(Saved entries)
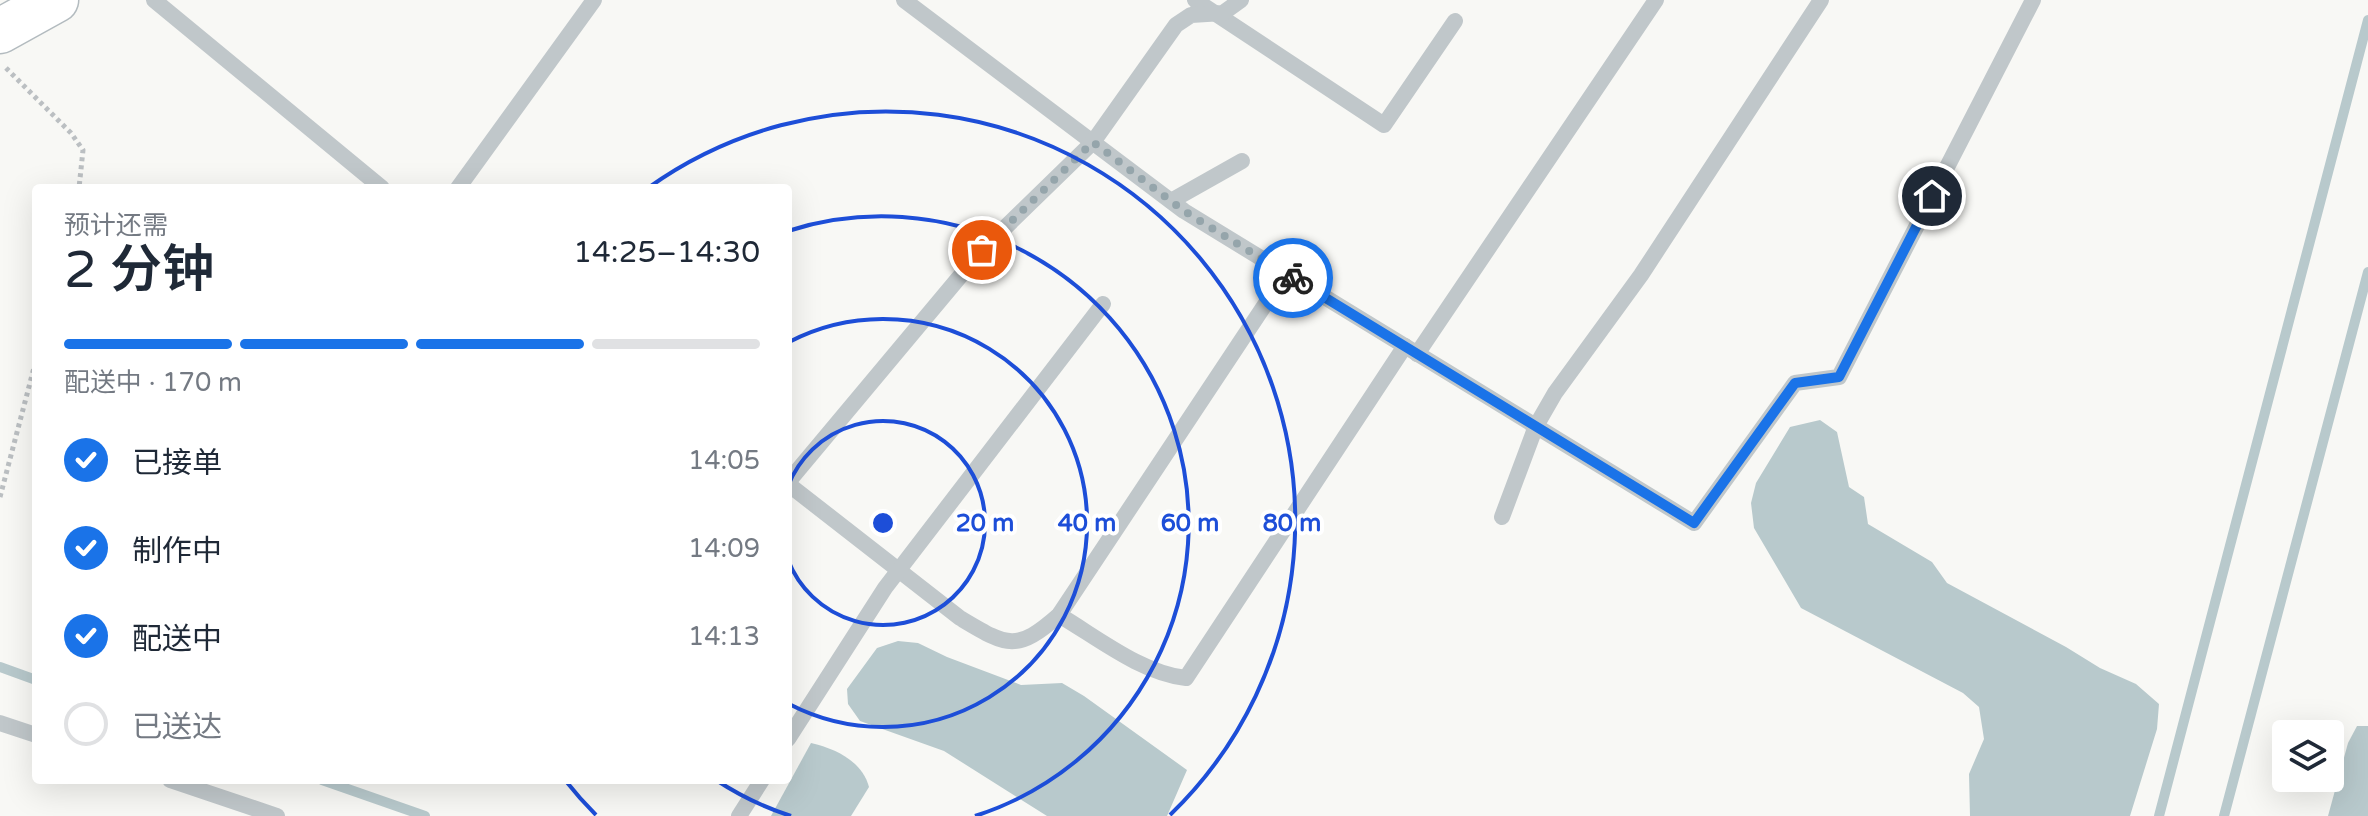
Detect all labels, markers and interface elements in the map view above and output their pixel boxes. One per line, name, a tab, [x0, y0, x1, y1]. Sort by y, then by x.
pin	[1898, 162, 1966, 230]
icon: home	[1910, 174, 1954, 218]
text: 预计还需	[64, 210, 168, 241]
pin	[948, 216, 1016, 284]
icon: bag	[960, 228, 1004, 272]
text: 14:25–14:30	[573, 234, 760, 271]
courier	[1253, 238, 1333, 318]
text: 2 分钟	[64, 239, 214, 302]
icon: bike	[1271, 256, 1315, 300]
text: 配送中 · 170 m	[64, 367, 242, 398]
icon: check	[64, 438, 108, 482]
text: 已接单	[132, 445, 222, 482]
text: 14:05	[688, 445, 760, 476]
centre of rings	[869, 509, 897, 537]
text: 20 m	[956, 509, 1014, 538]
text: 40 m	[1058, 509, 1116, 538]
text: 60 m	[1161, 509, 1219, 538]
text: 80 m	[1263, 509, 1321, 538]
icon: check	[64, 526, 108, 570]
text: 制作中	[132, 533, 222, 570]
text: 14:09	[688, 533, 760, 564]
icon: check	[64, 614, 108, 658]
text: 配送中	[132, 621, 222, 658]
text: 14:13	[688, 621, 760, 652]
text: 已送达	[132, 709, 222, 746]
map controls	[2272, 720, 2344, 792]
button: layers	[2272, 720, 2344, 792]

* **Assigned task**
Write out every entry exactly. Pictures do not belong in the copy.

* **Solution for this problem**
Detect all labels, markers and interface elements in the map view above and output their pixel boxes. One per line, name, a tab, [x0, y0, x1, y1]. Sort by y, then by x.
pin	[1898, 162, 1966, 230]
icon: home	[1910, 174, 1954, 218]
text: 预计还需	[64, 210, 168, 241]
pin	[948, 216, 1016, 284]
icon: bag	[960, 228, 1004, 272]
text: 14:25–14:30	[573, 234, 760, 271]
courier	[1253, 238, 1333, 318]
text: 2 分钟	[64, 239, 214, 302]
icon: bike	[1271, 256, 1315, 300]
text: 配送中 · 170 m	[64, 367, 242, 398]
icon: check	[64, 438, 108, 482]
text: 已接单	[132, 445, 222, 482]
text: 14:05	[688, 445, 760, 476]
centre of rings	[869, 509, 897, 537]
text: 20 m	[956, 509, 1014, 538]
text: 40 m	[1058, 509, 1116, 538]
text: 60 m	[1161, 509, 1219, 538]
text: 80 m	[1263, 509, 1321, 538]
icon: check	[64, 526, 108, 570]
text: 制作中	[132, 533, 222, 570]
text: 14:09	[688, 533, 760, 564]
icon: check	[64, 614, 108, 658]
text: 配送中	[132, 621, 222, 658]
text: 14:13	[688, 621, 760, 652]
text: 已送达	[132, 709, 222, 746]
map controls	[2272, 720, 2344, 792]
button: layers	[2272, 720, 2344, 792]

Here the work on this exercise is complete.